4月14日(ブルームバーグ):日本政府は東京周辺を含めさまざまな地域での大地震の発生時期を予測することをやめるべきだと、東京大学のロバート・ゲラー教授が指摘した。地震予測のモデルに欠陥があるためだという。 日本では1978年に大地震を発生の3日前に予測することを目的としたシステムが導入された。
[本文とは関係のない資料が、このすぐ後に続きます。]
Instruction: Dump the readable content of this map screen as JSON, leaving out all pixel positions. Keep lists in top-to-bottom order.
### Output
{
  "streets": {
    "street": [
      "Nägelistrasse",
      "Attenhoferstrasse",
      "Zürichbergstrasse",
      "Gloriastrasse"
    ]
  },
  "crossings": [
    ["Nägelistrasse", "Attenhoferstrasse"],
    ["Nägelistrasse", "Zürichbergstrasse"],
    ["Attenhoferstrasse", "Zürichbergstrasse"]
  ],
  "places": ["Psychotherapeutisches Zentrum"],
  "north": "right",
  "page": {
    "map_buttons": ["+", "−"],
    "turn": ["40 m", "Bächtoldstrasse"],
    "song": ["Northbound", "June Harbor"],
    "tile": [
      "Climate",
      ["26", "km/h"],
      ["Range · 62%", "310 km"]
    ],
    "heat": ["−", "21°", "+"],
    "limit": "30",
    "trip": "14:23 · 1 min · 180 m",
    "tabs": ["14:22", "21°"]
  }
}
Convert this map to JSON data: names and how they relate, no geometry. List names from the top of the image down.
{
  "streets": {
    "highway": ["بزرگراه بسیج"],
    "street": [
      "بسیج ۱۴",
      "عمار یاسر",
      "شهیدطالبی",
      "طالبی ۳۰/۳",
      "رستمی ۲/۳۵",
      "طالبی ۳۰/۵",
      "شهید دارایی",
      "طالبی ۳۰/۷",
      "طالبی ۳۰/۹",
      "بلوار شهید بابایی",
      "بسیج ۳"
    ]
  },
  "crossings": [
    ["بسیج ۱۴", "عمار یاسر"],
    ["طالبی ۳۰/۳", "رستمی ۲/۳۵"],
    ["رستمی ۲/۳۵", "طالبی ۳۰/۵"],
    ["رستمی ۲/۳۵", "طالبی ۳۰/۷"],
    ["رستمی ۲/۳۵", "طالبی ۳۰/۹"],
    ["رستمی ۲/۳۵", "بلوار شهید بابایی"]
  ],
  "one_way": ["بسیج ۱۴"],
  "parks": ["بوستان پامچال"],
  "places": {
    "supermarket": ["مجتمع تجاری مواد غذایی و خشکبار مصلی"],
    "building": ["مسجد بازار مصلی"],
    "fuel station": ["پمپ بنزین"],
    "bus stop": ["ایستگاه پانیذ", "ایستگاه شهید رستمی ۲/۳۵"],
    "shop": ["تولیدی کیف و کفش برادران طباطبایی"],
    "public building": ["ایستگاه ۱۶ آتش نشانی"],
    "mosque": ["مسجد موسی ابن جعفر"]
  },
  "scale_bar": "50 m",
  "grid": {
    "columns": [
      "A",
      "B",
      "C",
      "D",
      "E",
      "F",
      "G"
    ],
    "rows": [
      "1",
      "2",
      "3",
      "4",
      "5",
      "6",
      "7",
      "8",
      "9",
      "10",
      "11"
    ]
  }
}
同教授によると、この翌年の1979年以降、死者10人以上を出した地震が低リスクに指定された地域で起こっている。 同教授は英国の科学誌ネーチャーの記事で、「地震予測は不可能だと、率直に公言するべき時だ」とし、「代わりに国民と政府に対し『予想外の事態に備えよ』と伝え、われわれに分かっていることと分からないことを伝達する最大限の努力をするべきだ」と論じた。 3月11日の東日本大震災による死者・行方不明者は約2万7500人に達し、原子力発電所の事故で発生した放射能漏れを含め、戦後最大の危機となっている。大震災が起こったのは日本の予測モデルで大地震の確率が最低0.1%と見積もられていた地域だった。ゲラー教授が示した政府のデータによると、東京の南東の地域では確率は最大100%となっている。 ゲラー教授によると、日本の地震モデルは地域にはそれぞれ「特徴的な地震」があり、これによって各地域の地震発生の確率を算出できるというものだ。しかし1979年以降に10人以上の死者を出した地震が高リスク地域以外で発生していることは「リスク分布地図とその作成に使われたモデルに欠陥があり、採用すべきではないことを示唆している」と同教授は論じている。-Editors: Paul Gordon, Aaron Sheldrick
経済予測はともかく、地震の予測には私は素人だ。が、おそらくは「XX日以内に、YY地点を震源地にして、ZZマグニチュード以上の地震が起こる確率はPP%以上である」、計算結果はこんな風な形で得られるのだと思う。ゲラー氏によれば、予測が大きく外れたケースが何ケースか発生しており、それは採用しているモデルが不完全であることの証拠である。だから使うべきではないという、これが考えの趣旨だと考えられる。
予測には予測誤差がつきものである。そもそもガリレオの落体の法則にしてからが、地上では空気抵抗や風向きなど様々の要因が働くので、物体の落下を説明できない。物理学などの精密科学では諸条件を制御してやれば、十分満足のいく程度に予測できる、だから精密科学と呼ばれている。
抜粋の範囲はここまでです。